Six months ago, Twitter reported it had more than 100 million registered users with 300,000 more signing up each day. The chart to the right illustrates this growth in terms of the number of tweets per day.
A recently released study from the University of Massachusetts Dartmouth Center for Marketing Research indicates that the not-for-profit community has jumped whole-heartedly into the social media fray.
The study reports that 93% of the charities interviewed have a Facebook profile, 87% a Twitter presence and 65% have a blog. More than 90% of the organizations also said they monitored the Internet for mentions of their organization.
Granted, the study's sample was pulled from Forbes list of the largest 200 charities in the country.
Can smaller organizations keep up?
“I don’t even know where to begin,” a beleaguered communications director lamented recently. “Let alone get everything else done I need to do.”
So true. But how can an organization committed to building and maintaining relationships justify not participating in a tool perfectly suited for bringing like-minded people together. Building community. Engaging in conversation. Spreading the word.

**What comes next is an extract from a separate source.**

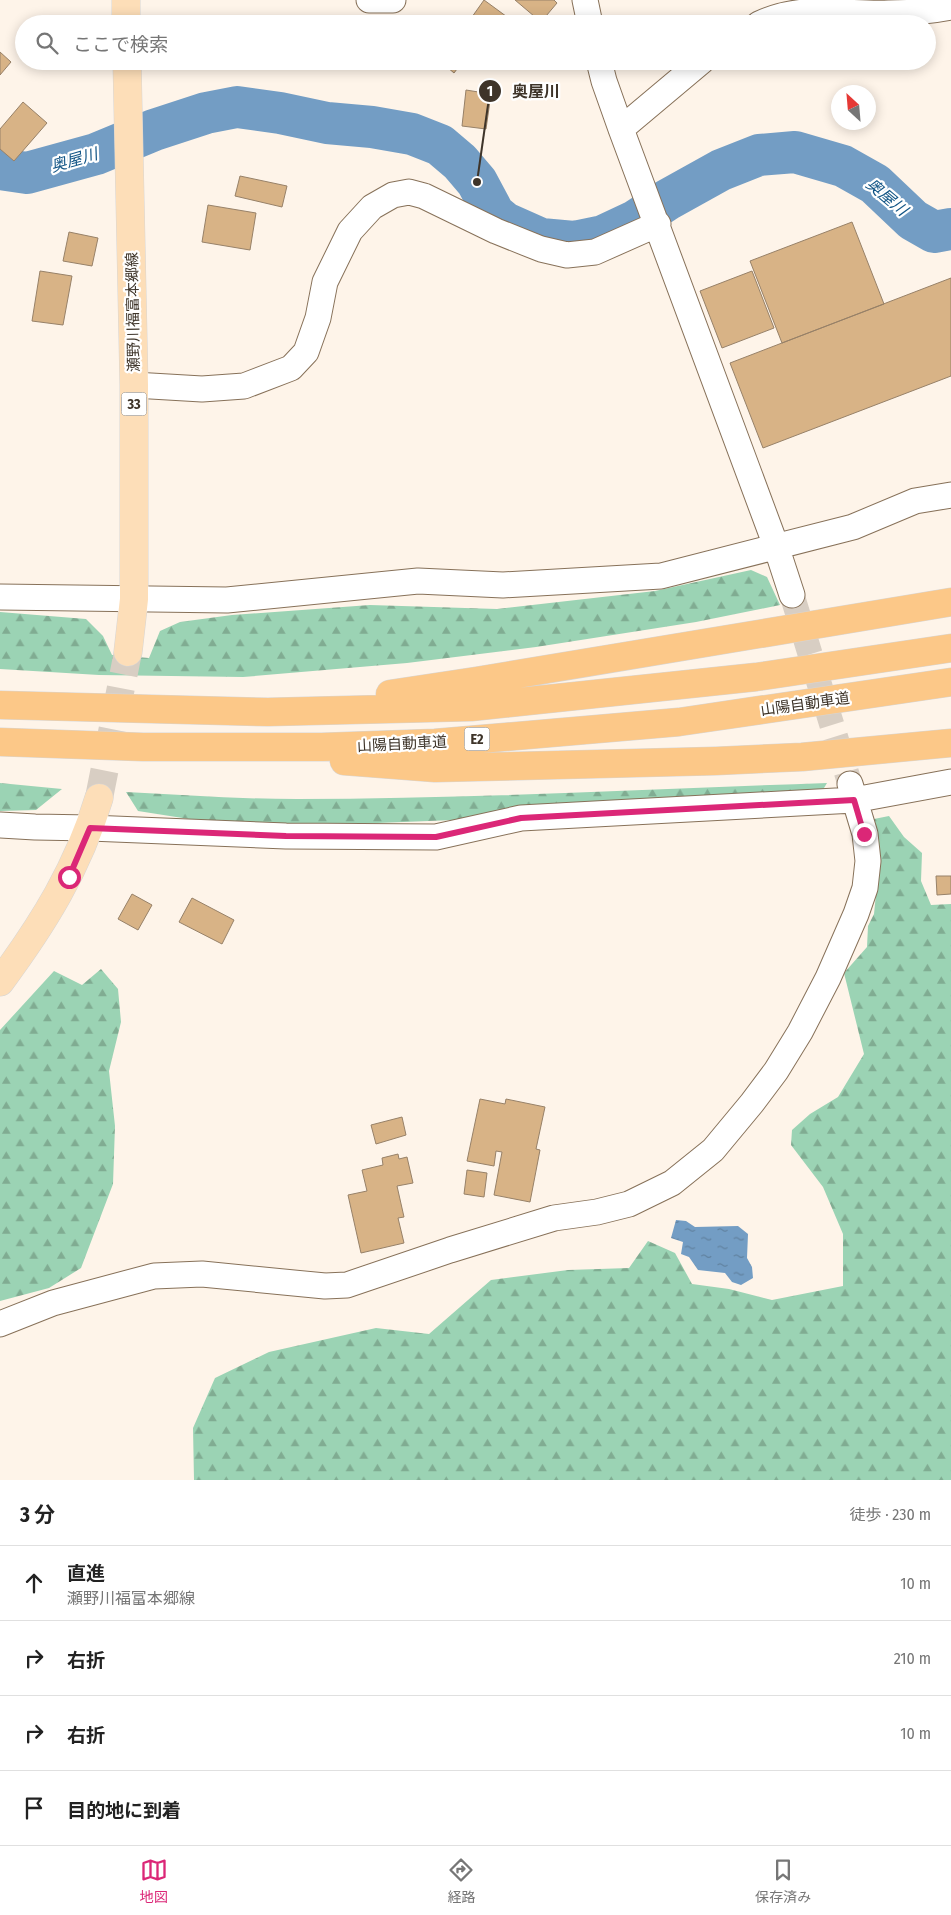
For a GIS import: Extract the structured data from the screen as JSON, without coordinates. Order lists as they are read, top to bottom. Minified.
{"streets":{"highway":["山陽自動車道","E2"],"main road":["瀬野川福富本郷線","33"]},"water":["奥屋川"],"places":["奥屋川"],"north":"top left","page":{"search":"ここで検索","heading":["3 分","徒歩 · 230 m"],"list":[["直進","瀬野川福富本郷線","10 m"],["右折","210 m"],["右折","10 m"],"目的地に到着"],"nav":["地図","経路","保存済み"]}}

The biggest challenge is often figuring out how to begin using social media in a realistic and meaningful way.
A journey of a thousand miles must begin with a single step.
Try breaking it down into specific applications. Like activating or coordinating volunteers. Or recognizing those contributions.
Providing updates on an upcoming event. And thanking attendees afterward.
Sharing success stories that give evidence of the good work you do (and asking advocates to help pass them on).
Retweeting affirmative comments. Responding to concerns. Linking to articles or reports about key issues or that illustrate the need.
And consider, instead of having a single individual take this on, coordinating the effort among several staff members. The volunteer director. Event coordinator. Executive director.
But ask the question. How do you make social media work for you?